Samuel "Little Sammy" Corsaro (1943 - July 5, 2002) was a mobster who belonged to the New Jersey faction of the Gambino crime family. His nickname "Little Sammy" came from his height of 5'5".

==Murder rap==

Born in Nutley, New Jersey Corsaro later moved to Clifton, New Jersey. As a youth, he became involved in petty crime. In 1974, during a liquor store robbery in Morris County, Corsaro shot and killed a store clerk. Corsaro was convicted of murder and sentenced to life in prison.

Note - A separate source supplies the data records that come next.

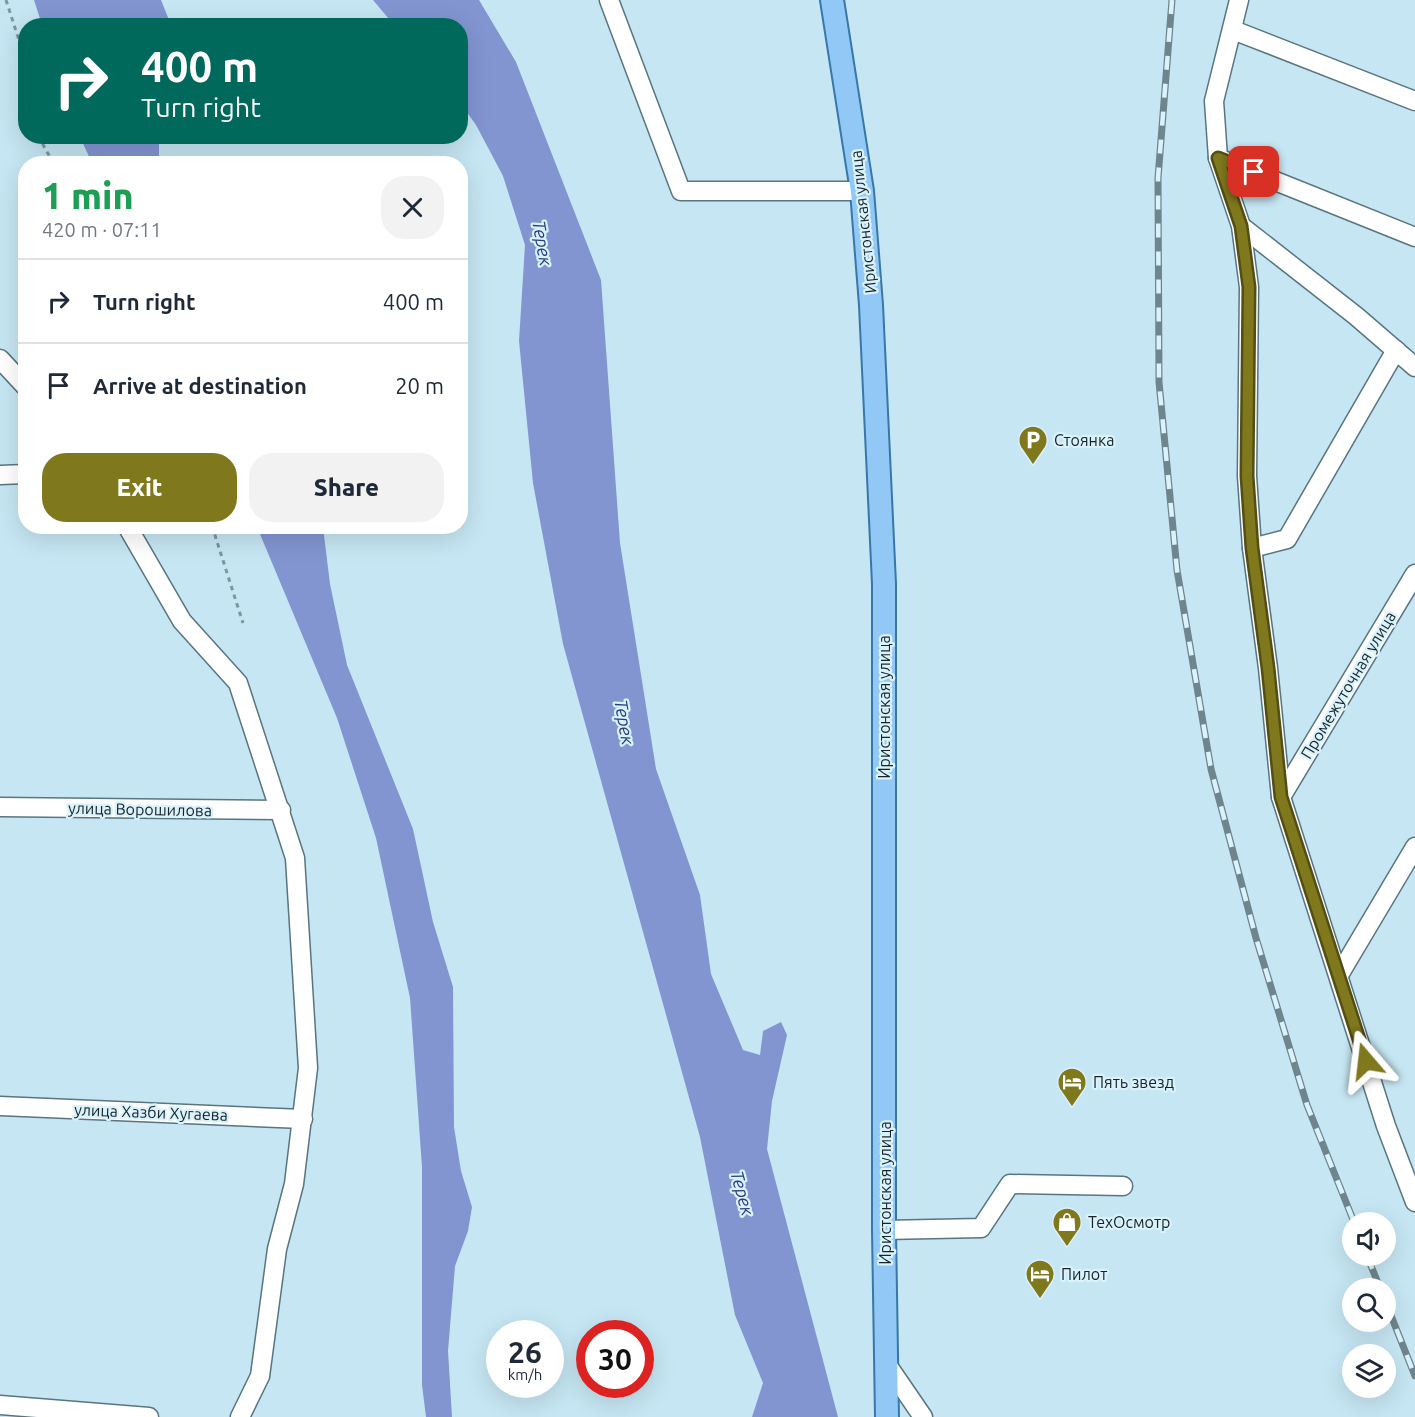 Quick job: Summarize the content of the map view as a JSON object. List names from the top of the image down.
{
  "streets": {
    "main road": ["Иристонская улица"],
    "street": ["Промежуточная улица", "улица Ворошилова", "улица Хазби Хугаева"]
  },
  "water": ["Терек"],
  "places": {
    "parking": ["Стоянка"],
    "hotel": ["Пять звезд", "Пилот"],
    "shop": ["ТехОсмотр"]
  },
  "page": {
    "turn": ["400 m", "Turn right"],
    "heading": ["1 min", "420 m · 07:11"],
    "list": [
      {
        "name": "Turn right",
        "value": "400 m"
      },
      {
        "name": "Arrive at destination",
        "value": "20 m"
      }
    ],
    "buttons": ["Exit", "Share"],
    "speed": "26 km/h",
    "limit": "30"
  }
} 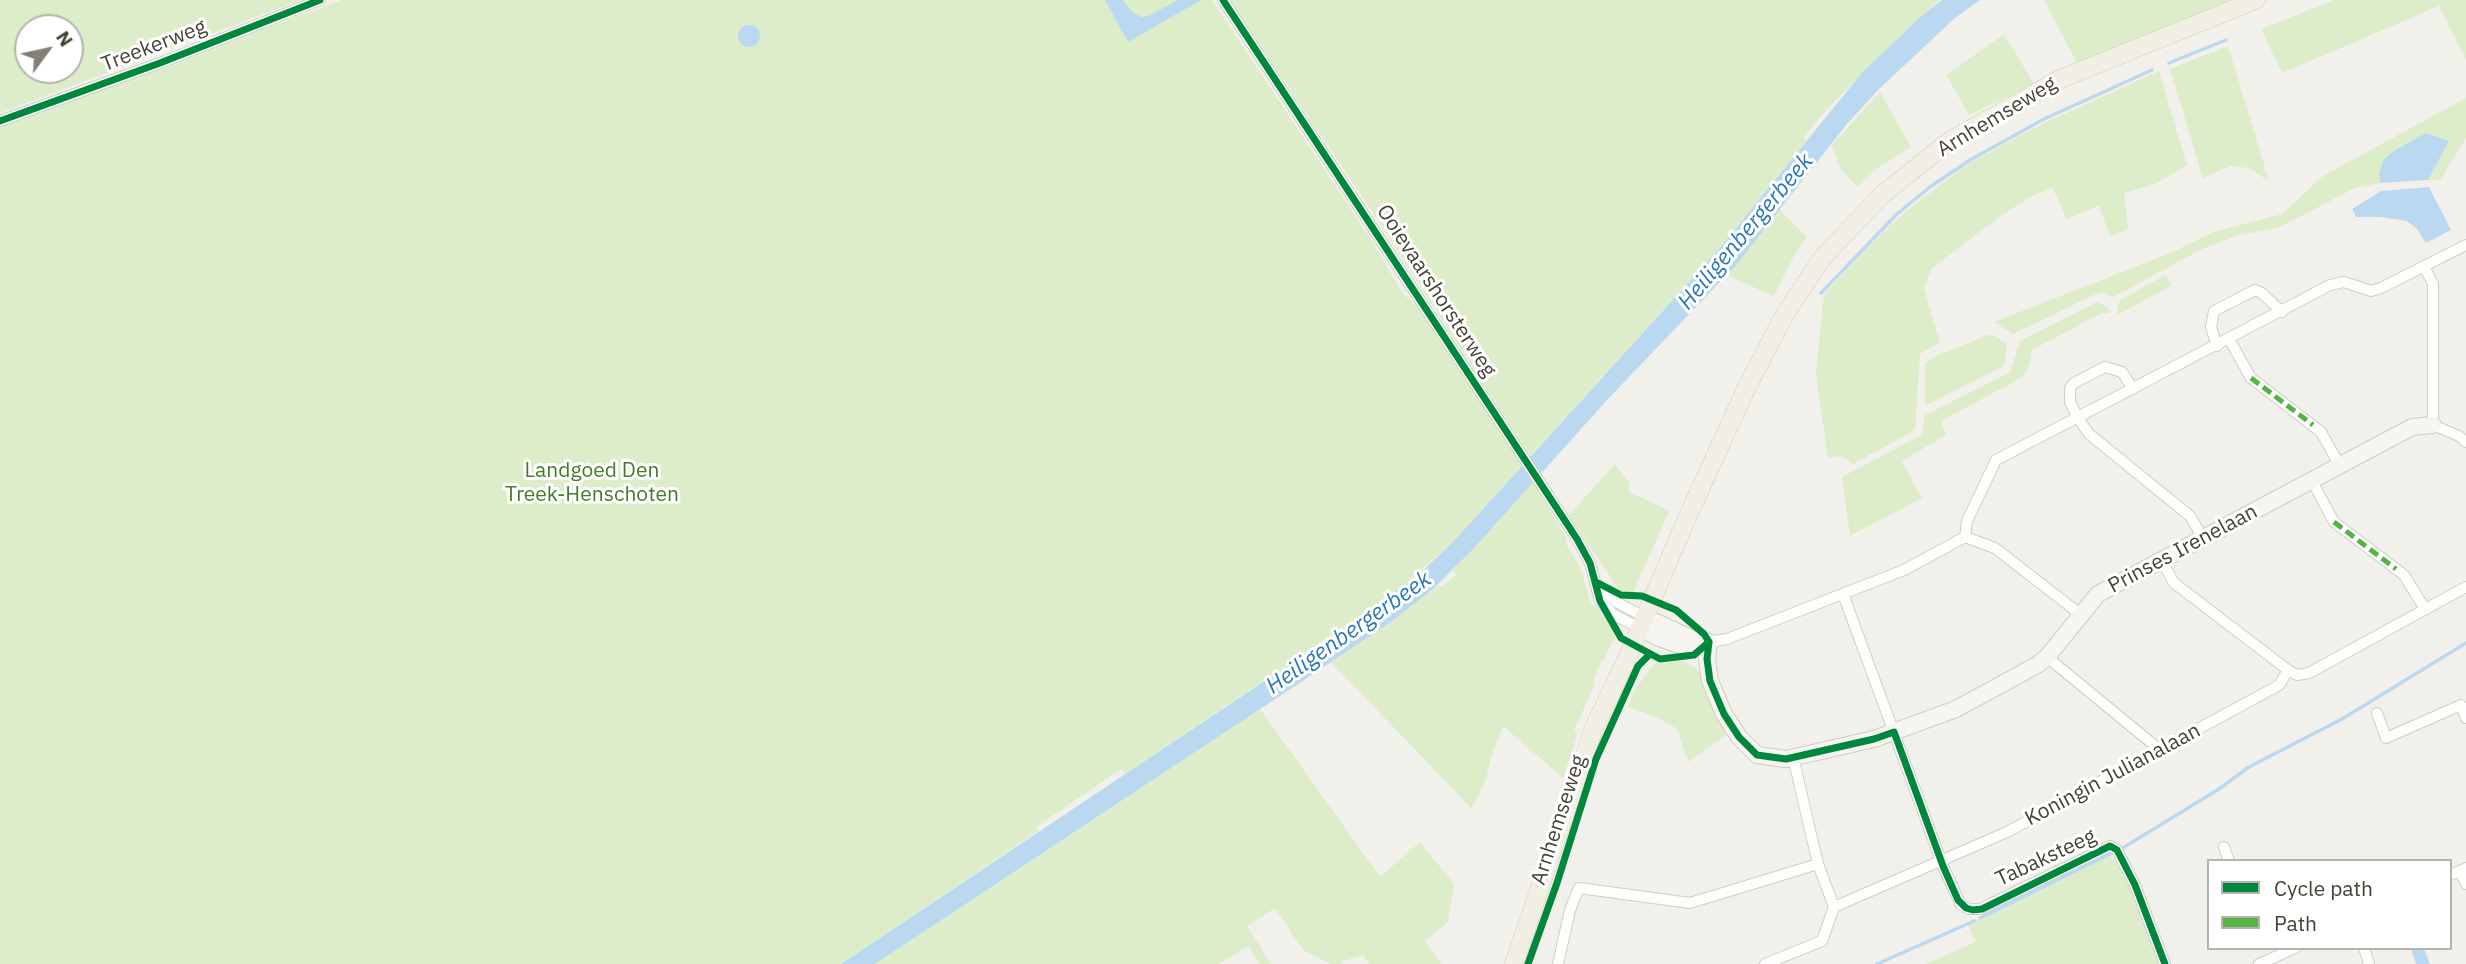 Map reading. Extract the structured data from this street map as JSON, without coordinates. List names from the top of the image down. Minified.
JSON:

In prison, Corsaro organized a program to teach inmates the upholstery and interior design trade in preparation for their release. Using Corsaro's program as proof of his rehabilitation, Corsaro's lawyers petitioned the New Jersey governor for a pardon. In 1983, New Jersey Governor Tom Kean pardoned Corsaro for the 1969 murder. After nine years in prison, Corsaro was released.

==Back on the streets==
After his release, Corsaro soon returned to criminal activity. He became an associate and then a made man, or full member, of the Gambino family under boss John Gotti. A 1988 report by the New Jersey State Commission investigating organized crime listed Corsaro as being active in loansharking, gambling operations, and drug sales in Essex and Passaic counties in New Jersey. By now, Corsaro was the second ranked member of the New Jersey Gambino faction, just below mobster Robert Bisaccia.

==Prison again==
On April 21, 1989, Corsaro and other New Jersey mobsters were indicted on conspiracy and racketeering charges. The most serious charge was planning to burglarize and burn down the Fairfield, New Jersey office of the Attorney General, which was the base for the Northern New Jersey Organized Crime Task Force. Other charges included hijacking a truck containing $750,000 worth of cigarettes, conspiring to take over a Bloomfield, New Jersey waste-container concern, and making illegal payoffs in connection with the waste-container business.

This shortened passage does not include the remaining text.